Would you write the data out once more, exactly as it is?

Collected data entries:
_ _ _ _ _
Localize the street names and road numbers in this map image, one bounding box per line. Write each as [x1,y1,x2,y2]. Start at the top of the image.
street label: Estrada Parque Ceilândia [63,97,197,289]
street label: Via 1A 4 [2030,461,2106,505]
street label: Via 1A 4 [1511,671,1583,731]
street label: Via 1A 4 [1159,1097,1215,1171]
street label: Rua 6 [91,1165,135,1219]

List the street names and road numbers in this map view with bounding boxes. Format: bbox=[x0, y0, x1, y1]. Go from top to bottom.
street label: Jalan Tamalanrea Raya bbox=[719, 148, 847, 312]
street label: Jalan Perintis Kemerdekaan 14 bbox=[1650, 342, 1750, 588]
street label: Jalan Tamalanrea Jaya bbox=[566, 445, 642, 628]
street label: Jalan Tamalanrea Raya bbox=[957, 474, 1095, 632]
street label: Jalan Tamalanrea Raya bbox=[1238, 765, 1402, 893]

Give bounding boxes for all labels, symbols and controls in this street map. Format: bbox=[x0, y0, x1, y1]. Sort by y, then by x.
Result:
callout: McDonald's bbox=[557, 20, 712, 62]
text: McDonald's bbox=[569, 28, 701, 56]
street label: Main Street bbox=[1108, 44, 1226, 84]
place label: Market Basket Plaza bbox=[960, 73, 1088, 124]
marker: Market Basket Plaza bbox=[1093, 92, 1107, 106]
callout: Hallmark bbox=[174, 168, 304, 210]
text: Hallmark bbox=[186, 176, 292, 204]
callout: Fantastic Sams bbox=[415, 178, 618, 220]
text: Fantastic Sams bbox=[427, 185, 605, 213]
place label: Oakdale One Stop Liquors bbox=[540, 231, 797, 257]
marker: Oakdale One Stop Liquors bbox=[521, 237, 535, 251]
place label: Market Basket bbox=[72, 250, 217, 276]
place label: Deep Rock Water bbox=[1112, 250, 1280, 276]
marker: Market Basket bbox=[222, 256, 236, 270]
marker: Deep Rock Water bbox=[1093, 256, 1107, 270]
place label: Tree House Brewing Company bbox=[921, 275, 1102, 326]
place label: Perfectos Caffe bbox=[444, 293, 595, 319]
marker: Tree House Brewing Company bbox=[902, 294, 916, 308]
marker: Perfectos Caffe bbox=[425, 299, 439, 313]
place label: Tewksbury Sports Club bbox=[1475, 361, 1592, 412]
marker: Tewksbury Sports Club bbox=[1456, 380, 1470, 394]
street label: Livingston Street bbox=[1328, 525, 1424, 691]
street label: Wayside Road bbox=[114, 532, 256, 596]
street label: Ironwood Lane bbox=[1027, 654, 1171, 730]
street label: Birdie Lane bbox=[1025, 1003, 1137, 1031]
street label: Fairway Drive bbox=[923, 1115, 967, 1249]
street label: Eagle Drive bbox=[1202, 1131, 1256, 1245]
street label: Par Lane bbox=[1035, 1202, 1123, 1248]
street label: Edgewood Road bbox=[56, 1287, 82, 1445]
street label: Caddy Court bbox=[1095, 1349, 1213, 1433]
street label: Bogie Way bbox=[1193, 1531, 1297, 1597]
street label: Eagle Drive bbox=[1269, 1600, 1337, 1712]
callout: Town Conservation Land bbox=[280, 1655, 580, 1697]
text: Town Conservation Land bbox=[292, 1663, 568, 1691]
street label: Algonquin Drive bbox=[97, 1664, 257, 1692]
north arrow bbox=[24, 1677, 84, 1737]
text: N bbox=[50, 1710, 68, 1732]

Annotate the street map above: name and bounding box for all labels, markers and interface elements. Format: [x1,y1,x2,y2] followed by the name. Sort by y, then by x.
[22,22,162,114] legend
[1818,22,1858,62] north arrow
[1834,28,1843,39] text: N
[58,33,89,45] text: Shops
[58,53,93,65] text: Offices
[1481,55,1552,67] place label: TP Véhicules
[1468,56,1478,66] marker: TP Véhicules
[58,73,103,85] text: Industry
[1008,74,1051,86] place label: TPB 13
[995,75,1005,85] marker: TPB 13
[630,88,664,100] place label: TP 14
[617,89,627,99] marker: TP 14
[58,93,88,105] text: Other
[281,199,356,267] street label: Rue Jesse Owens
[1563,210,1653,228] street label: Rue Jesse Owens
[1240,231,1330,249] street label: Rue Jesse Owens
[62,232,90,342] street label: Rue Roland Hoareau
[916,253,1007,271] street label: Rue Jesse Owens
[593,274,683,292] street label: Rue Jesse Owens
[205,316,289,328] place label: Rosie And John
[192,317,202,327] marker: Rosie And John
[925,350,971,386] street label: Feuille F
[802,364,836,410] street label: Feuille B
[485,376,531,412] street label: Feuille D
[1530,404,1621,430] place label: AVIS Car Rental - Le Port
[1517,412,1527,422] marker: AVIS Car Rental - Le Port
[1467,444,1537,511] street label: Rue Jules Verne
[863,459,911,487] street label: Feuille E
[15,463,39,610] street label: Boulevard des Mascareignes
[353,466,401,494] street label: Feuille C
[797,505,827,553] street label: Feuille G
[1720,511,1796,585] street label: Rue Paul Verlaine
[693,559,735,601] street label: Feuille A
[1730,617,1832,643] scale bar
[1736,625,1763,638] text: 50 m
_ _ _ _ _
*RESPONSE TO THE TASK*
Localize the street names and road numbers in this map image, one bounding box per line. Write each as [x1,y1,x2,y2]. Start at the top of the image.
street label: Estrada Parque Ceilândia [63,97,197,289]
street label: Via 1A 4 [2030,461,2106,505]
street label: Via 1A 4 [1511,671,1583,731]
street label: Via 1A 4 [1159,1097,1215,1171]
street label: Rua 6 [91,1165,135,1219]

List the street names and road numbers in this map view with bounding boxes. Format: bbox=[x0, y0, x1, y1]. Go from top to bottom.
street label: Jalan Tamalanrea Raya bbox=[719, 148, 847, 312]
street label: Jalan Perintis Kemerdekaan 14 bbox=[1650, 342, 1750, 588]
street label: Jalan Tamalanrea Jaya bbox=[566, 445, 642, 628]
street label: Jalan Tamalanrea Raya bbox=[957, 474, 1095, 632]
street label: Jalan Tamalanrea Raya bbox=[1238, 765, 1402, 893]

Give bounding boxes for all labels, symbols and controls in this street map. Format: bbox=[x0, y0, x1, y1]. Sort by y, then by x.
Result:
callout: McDonald's bbox=[557, 20, 712, 62]
text: McDonald's bbox=[569, 28, 701, 56]
street label: Main Street bbox=[1108, 44, 1226, 84]
place label: Market Basket Plaza bbox=[960, 73, 1088, 124]
marker: Market Basket Plaza bbox=[1093, 92, 1107, 106]
callout: Hallmark bbox=[174, 168, 304, 210]
text: Hallmark bbox=[186, 176, 292, 204]
callout: Fantastic Sams bbox=[415, 178, 618, 220]
text: Fantastic Sams bbox=[427, 185, 605, 213]
place label: Oakdale One Stop Liquors bbox=[540, 231, 797, 257]
marker: Oakdale One Stop Liquors bbox=[521, 237, 535, 251]
place label: Market Basket bbox=[72, 250, 217, 276]
place label: Deep Rock Water bbox=[1112, 250, 1280, 276]
marker: Market Basket bbox=[222, 256, 236, 270]
marker: Deep Rock Water bbox=[1093, 256, 1107, 270]
place label: Tree House Brewing Company bbox=[921, 275, 1102, 326]
place label: Perfectos Caffe bbox=[444, 293, 595, 319]
marker: Tree House Brewing Company bbox=[902, 294, 916, 308]
marker: Perfectos Caffe bbox=[425, 299, 439, 313]
place label: Tewksbury Sports Club bbox=[1475, 361, 1592, 412]
marker: Tewksbury Sports Club bbox=[1456, 380, 1470, 394]
street label: Livingston Street bbox=[1328, 525, 1424, 691]
street label: Wayside Road bbox=[114, 532, 256, 596]
street label: Ironwood Lane bbox=[1027, 654, 1171, 730]
street label: Birdie Lane bbox=[1025, 1003, 1137, 1031]
street label: Fairway Drive bbox=[923, 1115, 967, 1249]
street label: Eagle Drive bbox=[1202, 1131, 1256, 1245]
street label: Par Lane bbox=[1035, 1202, 1123, 1248]
street label: Edgewood Road bbox=[56, 1287, 82, 1445]
street label: Caddy Court bbox=[1095, 1349, 1213, 1433]
street label: Bogie Way bbox=[1193, 1531, 1297, 1597]
street label: Eagle Drive bbox=[1269, 1600, 1337, 1712]
callout: Town Conservation Land bbox=[280, 1655, 580, 1697]
text: Town Conservation Land bbox=[292, 1663, 568, 1691]
street label: Algonquin Drive bbox=[97, 1664, 257, 1692]
north arrow bbox=[24, 1677, 84, 1737]
text: N bbox=[50, 1710, 68, 1732]

Annotate the street map above: name and bounding box for all labels, markers and interface elements. Format: [x1,y1,x2,y2] followed by the name. Sort by y, then by x.
[22,22,162,114] legend
[1818,22,1858,62] north arrow
[1834,28,1843,39] text: N
[58,33,89,45] text: Shops
[58,53,93,65] text: Offices
[1481,55,1552,67] place label: TP Véhicules
[1468,56,1478,66] marker: TP Véhicules
[58,73,103,85] text: Industry
[1008,74,1051,86] place label: TPB 13
[995,75,1005,85] marker: TPB 13
[630,88,664,100] place label: TP 14
[617,89,627,99] marker: TP 14
[58,93,88,105] text: Other
[281,199,356,267] street label: Rue Jesse Owens
[1563,210,1653,228] street label: Rue Jesse Owens
[1240,231,1330,249] street label: Rue Jesse Owens
[62,232,90,342] street label: Rue Roland Hoareau
[916,253,1007,271] street label: Rue Jesse Owens
[593,274,683,292] street label: Rue Jesse Owens
[205,316,289,328] place label: Rosie And John
[192,317,202,327] marker: Rosie And John
[925,350,971,386] street label: Feuille F
[802,364,836,410] street label: Feuille B
[485,376,531,412] street label: Feuille D
[1530,404,1621,430] place label: AVIS Car Rental - Le Port
[1517,412,1527,422] marker: AVIS Car Rental - Le Port
[1467,444,1537,511] street label: Rue Jules Verne
[863,459,911,487] street label: Feuille E
[15,463,39,610] street label: Boulevard des Mascareignes
[353,466,401,494] street label: Feuille C
[797,505,827,553] street label: Feuille G
[1720,511,1796,585] street label: Rue Paul Verlaine
[693,559,735,601] street label: Feuille A
[1730,617,1832,643] scale bar
[1736,625,1763,638] text: 50 m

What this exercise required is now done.